Member of the Washington Senate from the 40th district
- In office 1953–1957
- Preceded by: Jess Sapp
- Succeeded by: Fred Martin

Personal details
- Born: March 25, 1898 Reggio Calabria, Italy
- Died: November 4, 1990 (aged 92) Anacortes, Washington, US
- Party: Republican

= Paul N. Luvera Sr. =

American politician (1898–1990)

Paul N. Luvera Sr. (March 25, 1898 – November 4, 1990) was an Italian immigrant to the United States with a sixth grade education who was a Washington State Senator from 1953 to 1957 and renowned totem pole carver whose work is displayed around the world.

== Early life ==
Luvera was born in 1898 in Reggio Calabria, Italy, the son of Niccola and Fillippa Luvera. In 1910, his family moved to Coleman, Alberta, where Niccola worked in coal mines. In Coleman, Luvera spent one year in school to complete the sixth grade, before, at the age of 13, he started working in the mines and continued there for nine years.

== Career ==

===Luvera's Fruit Store===
Niccola eventually developed lung problems from working in the mines, and in 1918, the Luvera family moved to Anacortes, Washington, a coastal town on Fidalgo Island. After working in mills and delivering groceries, Luvera, with his father, opened Luvera's Fruit Store, which catered to local residents as well as fisherman who needed supplies.

=== State senator ===
Luvera ran for the Washington State senate on a promise to fix the main road into the city of Anacortes. The road was near the ocean and prone to flooding. Luvera won a senate seat and served one term from 1953 to 1957. During his term, Luvera secured funding for a new segment of highway built on a hillside safely above floodways. In 2000, in honor of Luvera's efforts to create the roadway, the Washington Senate voted to name it the Paul N. Luvera Sr. Memorial Highway.

=== Totem pole carver ===
After his retirement from both the senate and his grocery store, Luvera devoted his time to his hobby of carving totem poles, an art form based on the Native American tradition. In 1977, he wrote a book entitled How to Carve and Paint Totem Poles, which he self-published and eventually went into seven printings.
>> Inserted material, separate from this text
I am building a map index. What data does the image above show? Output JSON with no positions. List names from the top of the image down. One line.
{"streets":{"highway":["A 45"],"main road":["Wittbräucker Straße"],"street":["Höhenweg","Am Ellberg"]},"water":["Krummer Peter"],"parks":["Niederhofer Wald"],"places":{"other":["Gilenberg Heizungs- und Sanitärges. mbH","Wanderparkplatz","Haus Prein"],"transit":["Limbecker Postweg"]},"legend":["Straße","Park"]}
It was purported to have sold 30,000 copies.

Though Luvera was criticized for borrowing the Native American craft of totem pole carving, he declared a respect for Native American art and asserted the craft had been nearly lost and needed to be preserved.
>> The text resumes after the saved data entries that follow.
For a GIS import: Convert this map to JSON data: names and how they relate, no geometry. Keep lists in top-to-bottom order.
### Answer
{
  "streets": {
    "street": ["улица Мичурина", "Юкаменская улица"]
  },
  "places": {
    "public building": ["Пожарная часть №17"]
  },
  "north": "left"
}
Luvera's carvings became well known and can be found in such places as Tacaoma Point Defiance Park in Tacoma, Washington; Rotterdam, the Netherlands; Yokohama, Japan; and Stockholm, Sweden.

== Death ==
Luvera died in his Anacortes home on Sunday, November 4, 1990, at the age of 92. He was survived by his wife of 64 years, his two daughters Phyllis Luvera Ennes and Anita Luvera Mayer, and his son Paul N. Luvera Jr.